4.4 Reconstruction efficiency

To evaluate the reconstruction efficiency of the proposed probability method, we also compared it with hp-FEM. The experiments were implemented using Matlab code on a PC powered by Intel Duo CPU E6550 (2.33GHz) processors with 2 GB of RAM. It took hp-FEM 11.2 min to finish the regularization, and a total of 13.6 min to finish the whole process. In comparison, it took the probability method 5.6 min and 2.2 min for rough positioning and region growth respectively. The total time taken for the probability method was approximately 8.3 min. The efficiency of the probability method was mainly determined by the regularization during the rough positioning and the time spent on region growth.

5. In vivo experiments

Since the uptake of I-131 mainly occurs in the bladder and thyroid [21] in the in vivo experiments, we would reconstruct the bladder and thyroid in succession to show the reconstruction of the deep and subcutaneous targets respectively.
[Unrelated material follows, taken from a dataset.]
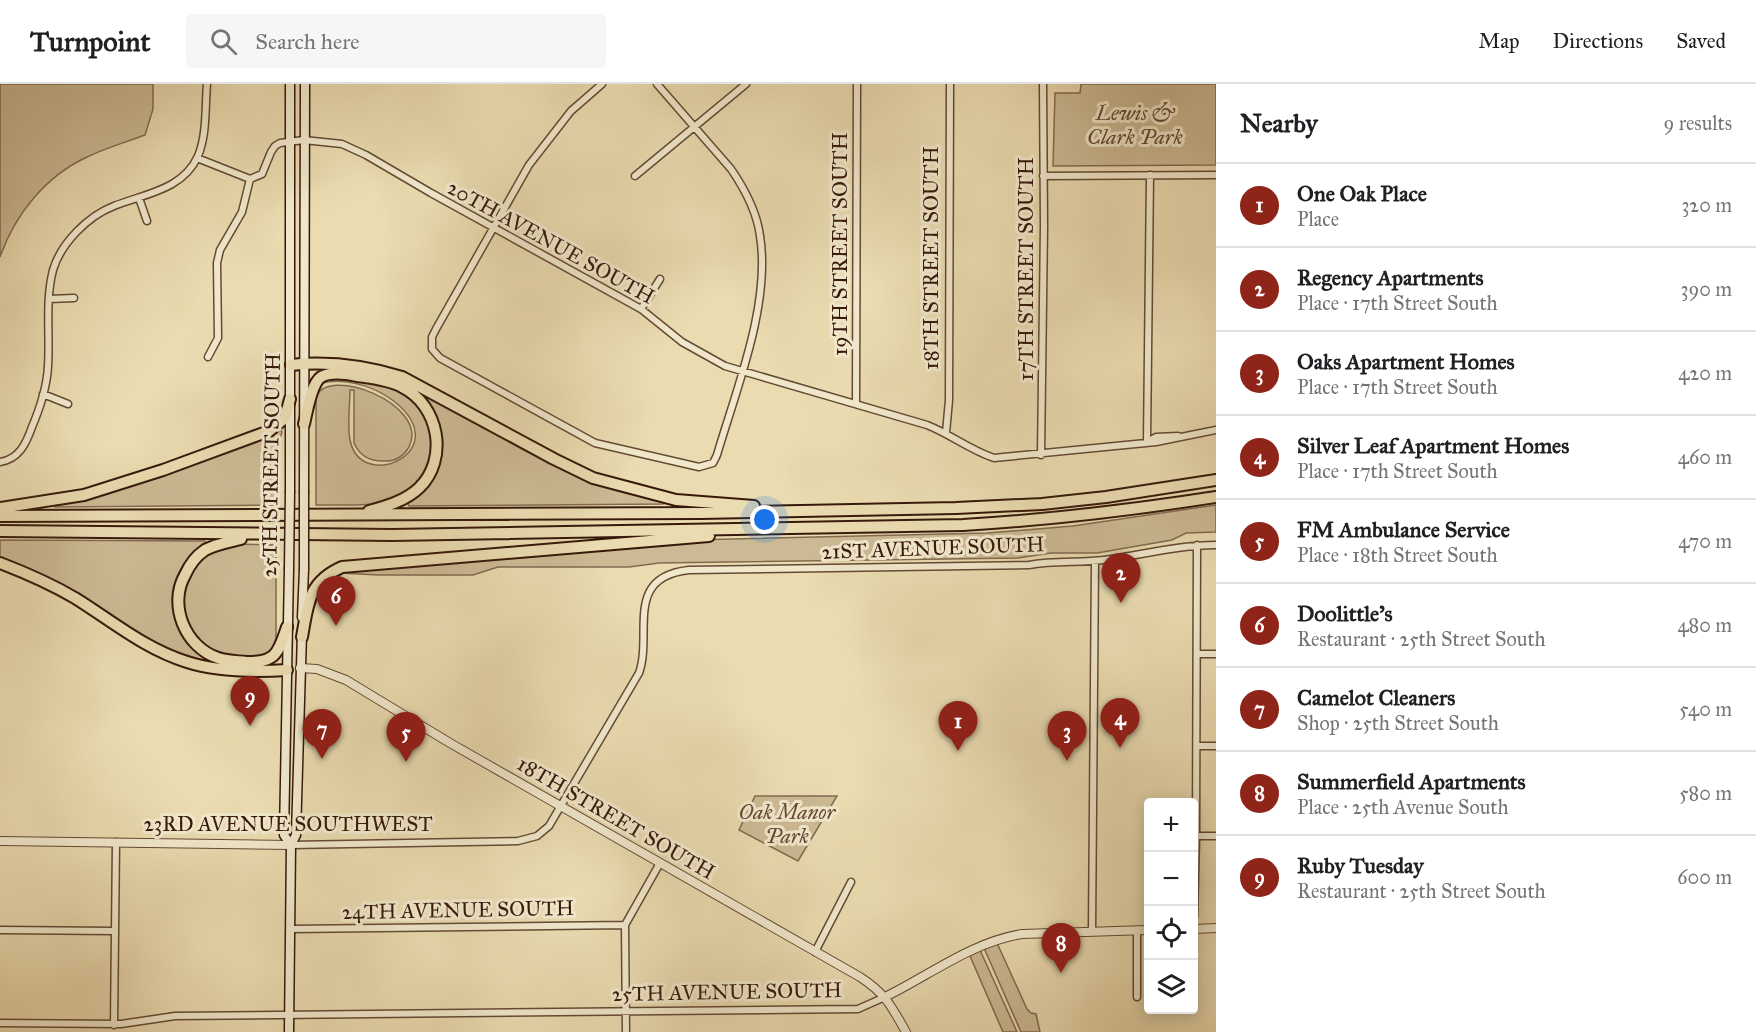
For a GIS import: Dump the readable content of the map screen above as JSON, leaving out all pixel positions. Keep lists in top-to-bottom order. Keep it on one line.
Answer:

The in vivo experimental data were provided by Hu et. al [21], in which the experimental data used for the reconstruction of the bladder and thyroid were acquired 2 hours and 24 hours later after the intravenous tail injection respectively. The injected doses of I-131 were 400 and 450 μCi respectively. The optical parameters of the biological tissues listed in Table 4 were set the same as those in [21].

Table 4. Optical parameters of the biological tissues, where ${{\mu }^{\prime }}_s=(1-g){\mu }_s(x)$ is the reducing scattering coefficient.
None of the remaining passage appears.